Applicants 1 to 6 were Members of Parliament elected on 31 July 2018 on the ticket of the MDC-Alliance coalition. The seventh applicant was the PDP faction led by Tendai Biti (applicant 6), which was part of the MDC-Alliance. The third respondent was another PDP faction led by Lucia Matibenga, which had broken away from applicant 7's faction in 2017 and contested the 2018 election under the Rainbow Coalition (where respondents 1 and 2 participated but lost). On 14 September 2020, the first respondent, claiming to be secretary general of the PDP, submitted a letter to the Speaker purporting to recall applicants 1 to 6 from Parliament under s 129(1)(k) of the Constitution, alleging they had crossed the floor from PDP to MDC-A. The Speaker read out the letter on 17 March 2021, terminating the applicants' parliamentary membership. Previously, on 14 April 2021, the court had granted a default judgment in case HC 5292/20 declaring that the first respondent was not the Secretary General of the seventh applicant, that his recall letter was null and void, and directing the Speaker and Parliament to disregard it. That judgment remained extant at the time of these proceedings.

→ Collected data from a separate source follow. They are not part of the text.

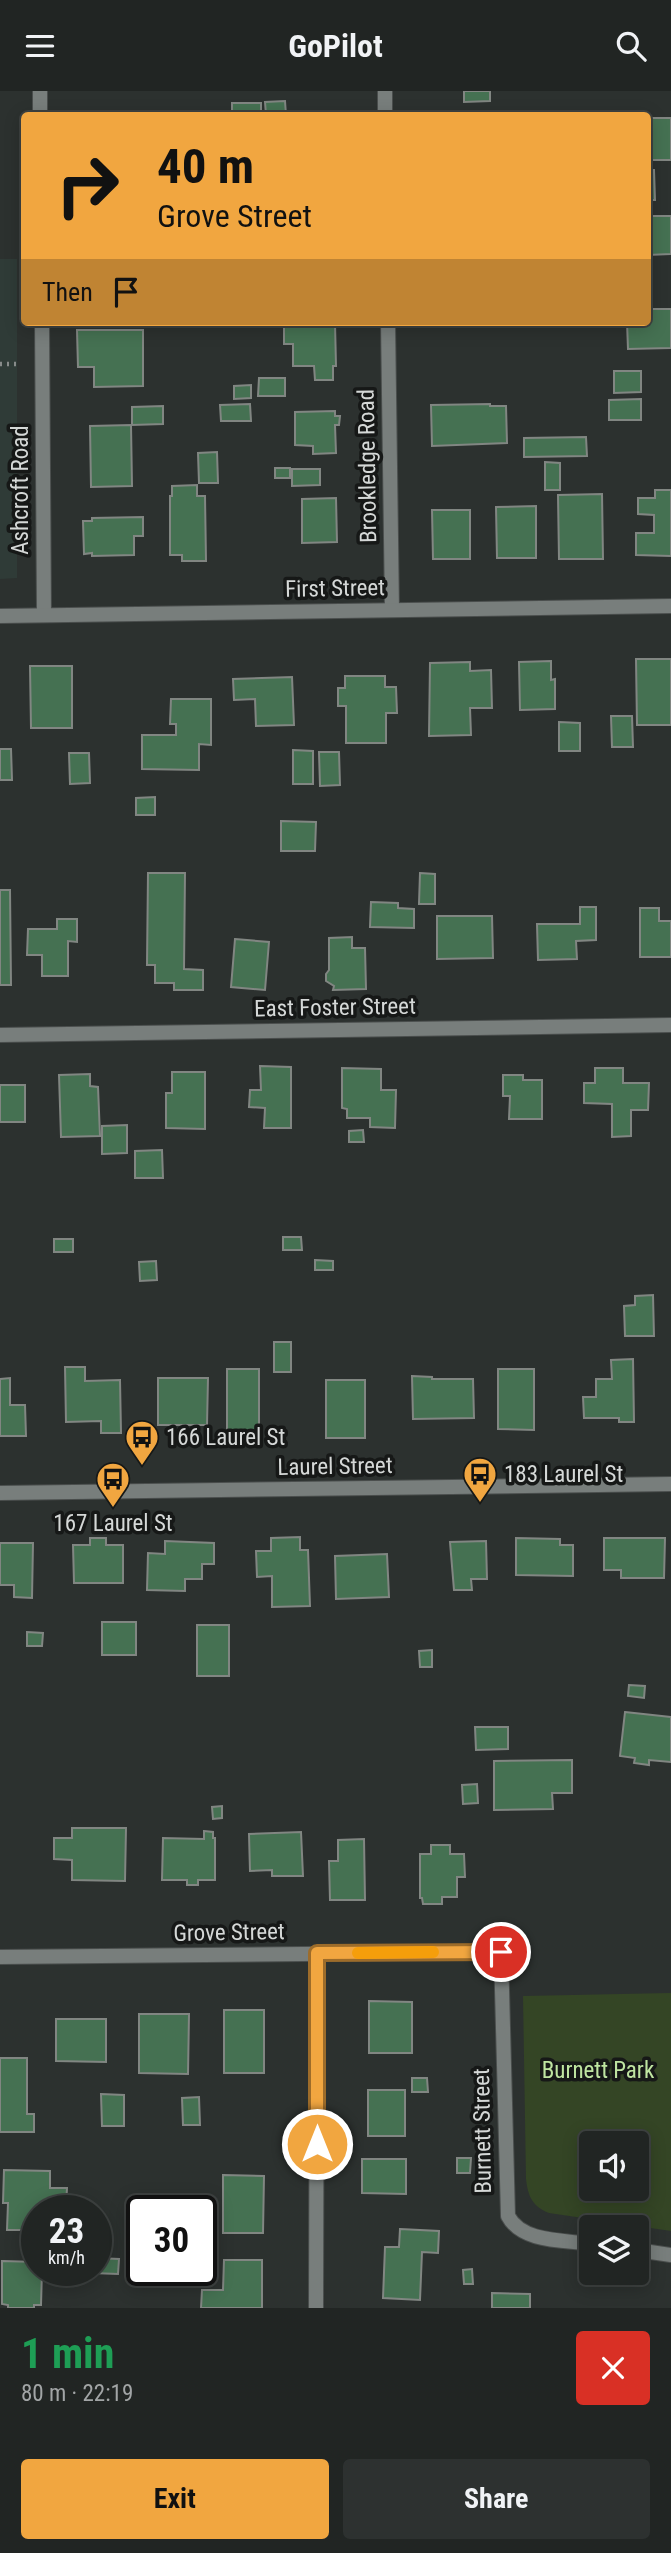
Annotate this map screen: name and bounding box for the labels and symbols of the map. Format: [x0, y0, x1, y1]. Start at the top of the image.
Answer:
street label: Brookledge Road [353, 389, 382, 543]
street label: Ashcroft Road [7, 425, 34, 555]
street label: First Street [285, 574, 385, 603]
street label: East Foster Street [254, 993, 416, 1022]
bus stop icon: 166 Laurel St [123, 1418, 161, 1467]
place label: 166 Laurel St [166, 1424, 285, 1451]
street label: Laurel Street [277, 1452, 393, 1481]
bus stop icon: 183 Laurel St [461, 1455, 499, 1504]
bus stop icon: 167 Laurel St [94, 1460, 132, 1509]
place label: 183 Laurel St [504, 1461, 623, 1488]
place label: 167 Laurel St [53, 1510, 173, 1537]
street label: Grove Street [173, 1918, 285, 1947]
pin [471, 1922, 531, 1982]
park label: Burnett Park [542, 2057, 655, 2084]
street label: Burnett Street [468, 2068, 497, 2194]
position arrow [280, 2107, 354, 2181]
speed limit sign: 30 [126, 2195, 217, 2286]

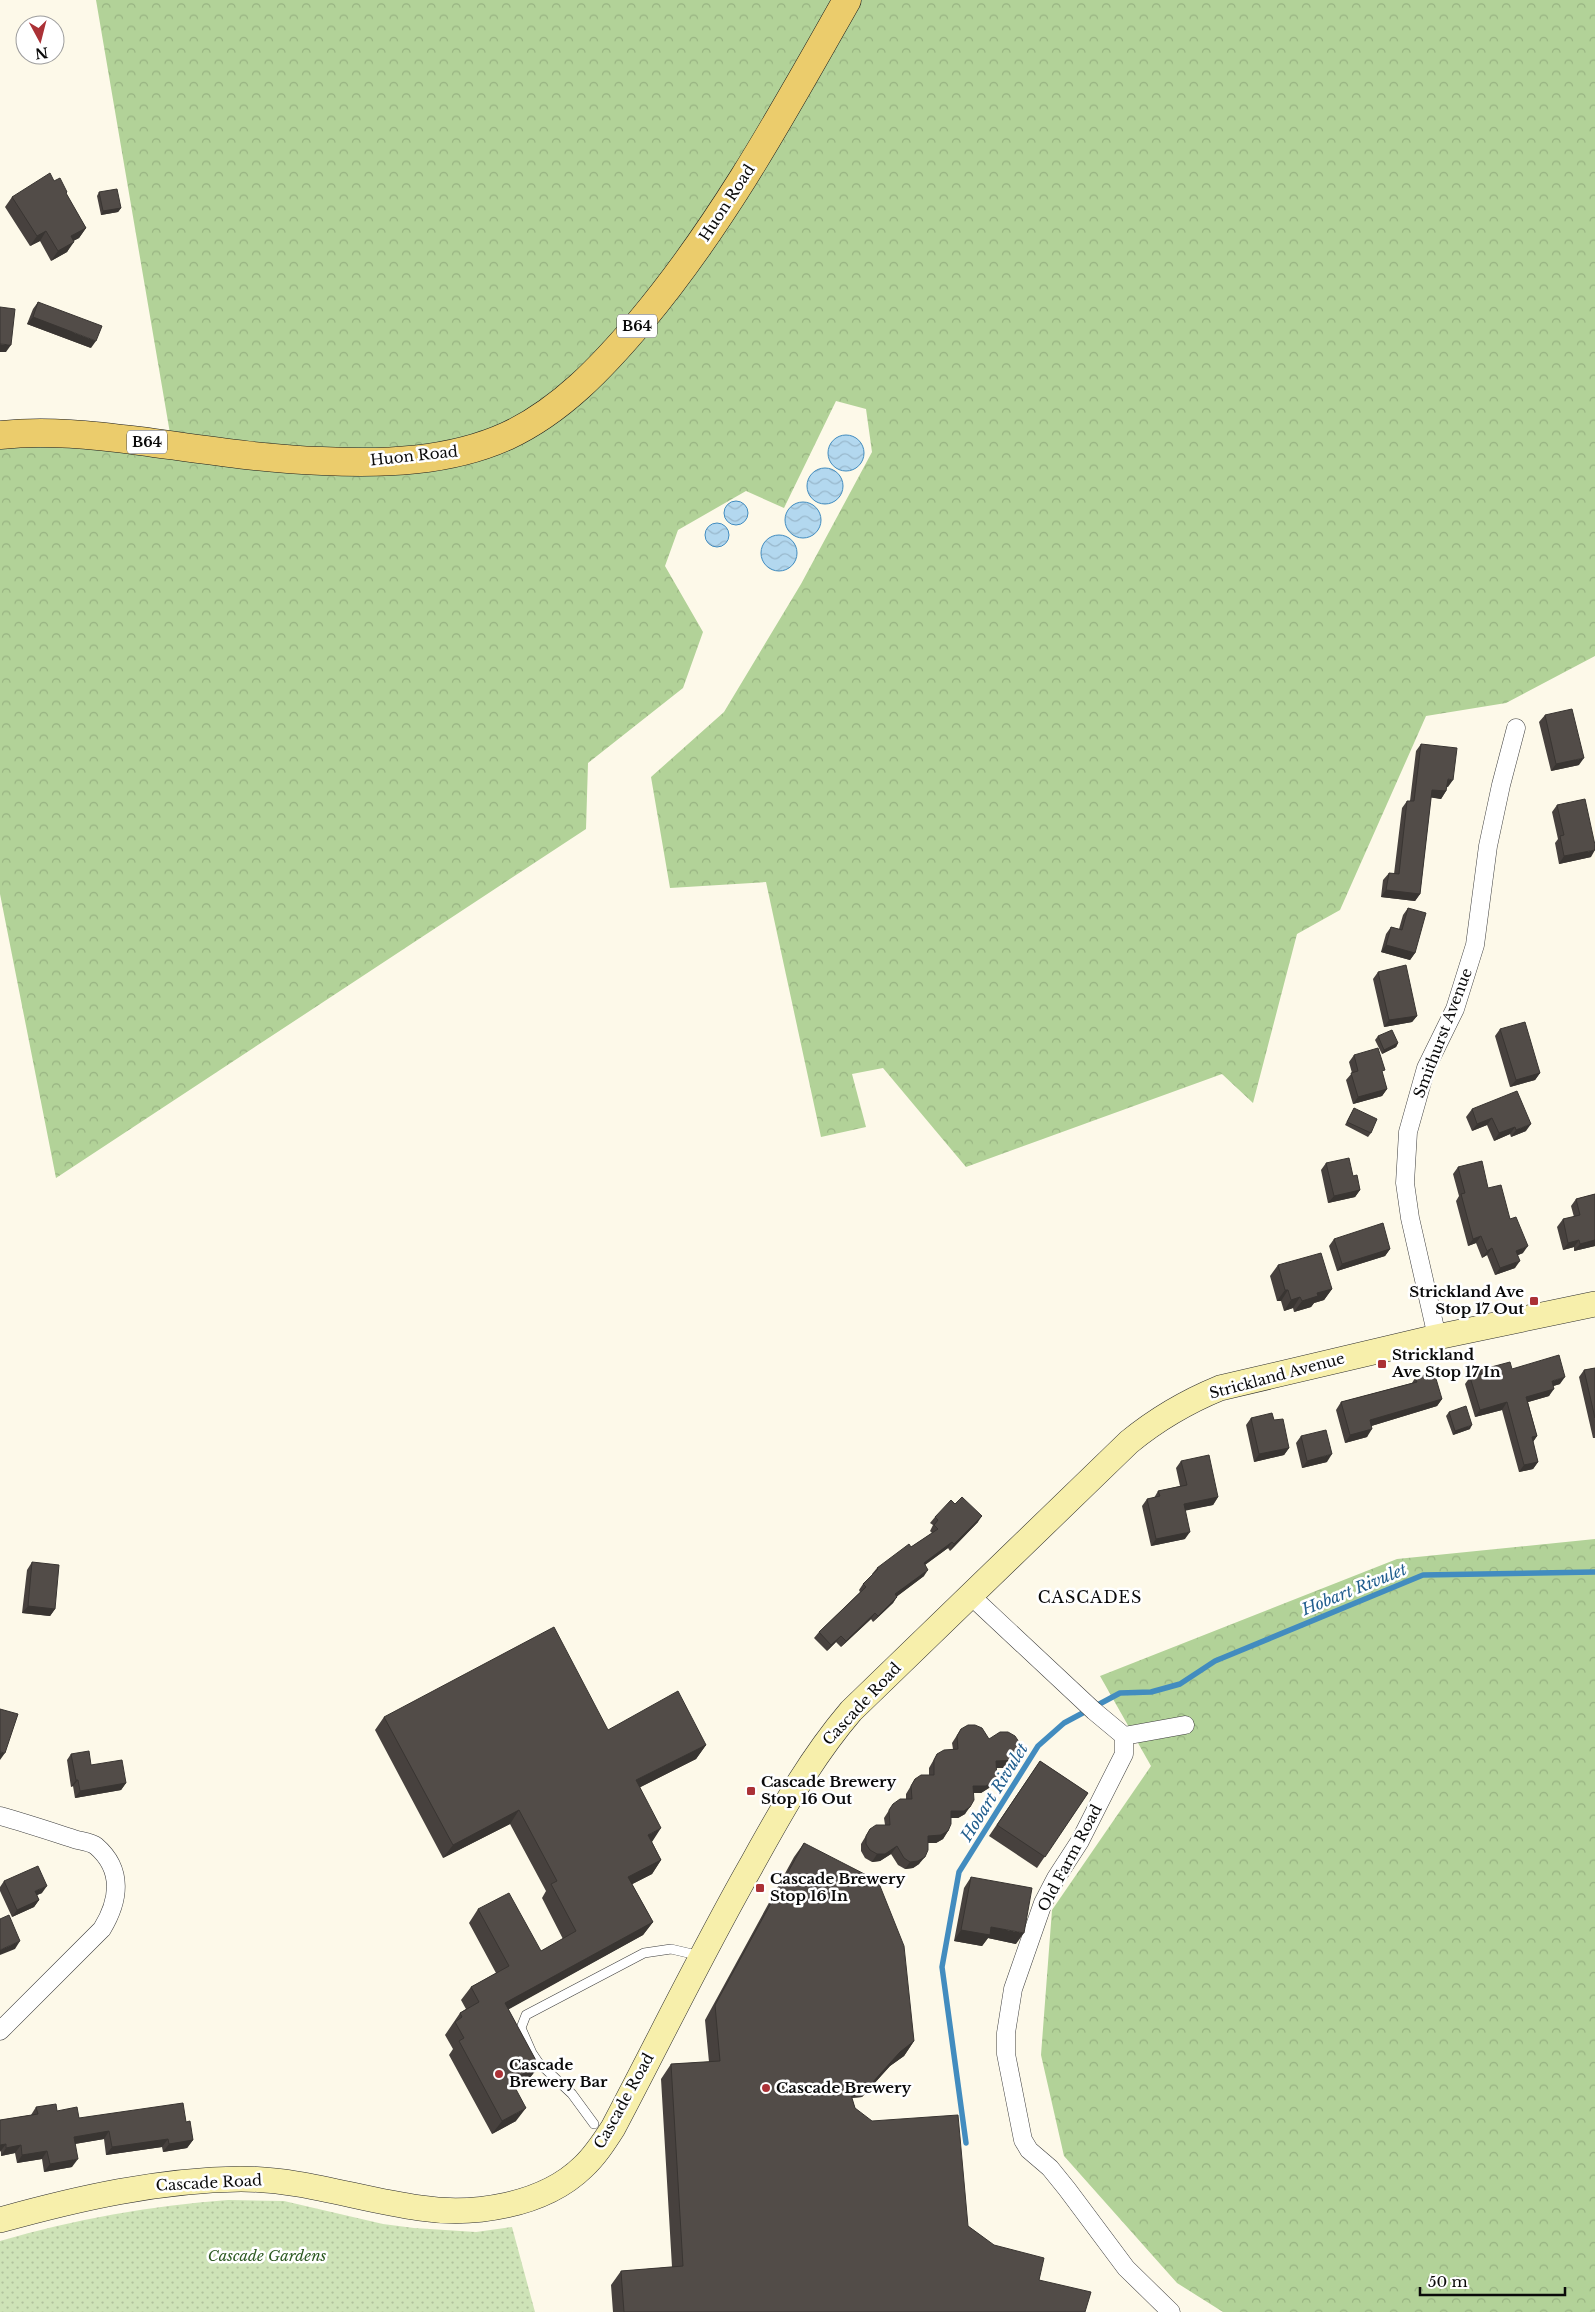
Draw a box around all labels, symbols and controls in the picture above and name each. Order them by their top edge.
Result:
north arrow [15,15,65,65]
text: N [34,43,49,63]
street label: Huon Road [695,161,759,245]
road number: B64 [617,314,657,338]
road number: B64 [127,431,167,454]
street label: Huon Road [369,441,459,470]
street label: Smithurst Avenue [1409,965,1476,1100]
place label: Strickland Ave Stop 17 Out [1409,1282,1524,1318]
marker: Strickland Ave Stop 17 Out [1528,1295,1540,1307]
place label: Strickland Ave Stop 17 In [1391,1345,1501,1381]
street label: Strickland Avenue [1207,1348,1347,1403]
marker: Strickland Ave Stop 17 In [1376,1358,1388,1370]
water label: Hobart Rivulet [1298,1559,1410,1620]
district label: CASCADES [1038,1587,1142,1607]
street label: Cascade Road [818,1658,905,1749]
water label: Hobart Rivulet [955,1739,1032,1845]
place label: Cascade Brewery Stop 16 Out [761,1772,896,1808]
marker: Cascade Brewery Stop 16 Out [745,1785,757,1797]
street label: Old Farm Road [1033,1801,1106,1915]
place label: Cascade Brewery Stop 16 In [770,1869,905,1905]
marker: Cascade Brewery Stop 16 In [754,1882,766,1894]
street label: Cascade Road [589,2050,658,2152]
place label: Cascade Brewery Bar [509,2055,608,2091]
marker: Cascade Brewery Bar [493,2068,505,2080]
place label: Cascade Brewery [776,2078,911,2097]
marker: Cascade Brewery [760,2082,772,2094]
street label: Cascade Road [155,2170,263,2195]
park label: Cascade Gardens [208,2246,327,2265]
scale bar [1420,2264,1565,2296]
text: 50 m [1428,2272,1468,2291]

The court granted the application and ordered: (i) The termination of membership of applicants 1 to 6 to Parliament on 17 March 2021 is set aside; (ii) The fourth and fifth respondents (Speaker and Parliament) shall forthwith restore applicants 1 to 6 to their positions as Members of Parliament and to any committees they were members of before termination, without loss of status or diminution of position; (iii) Costs to be paid by the first, second and third respondents, jointly and severally, the one paying the others to be absolved.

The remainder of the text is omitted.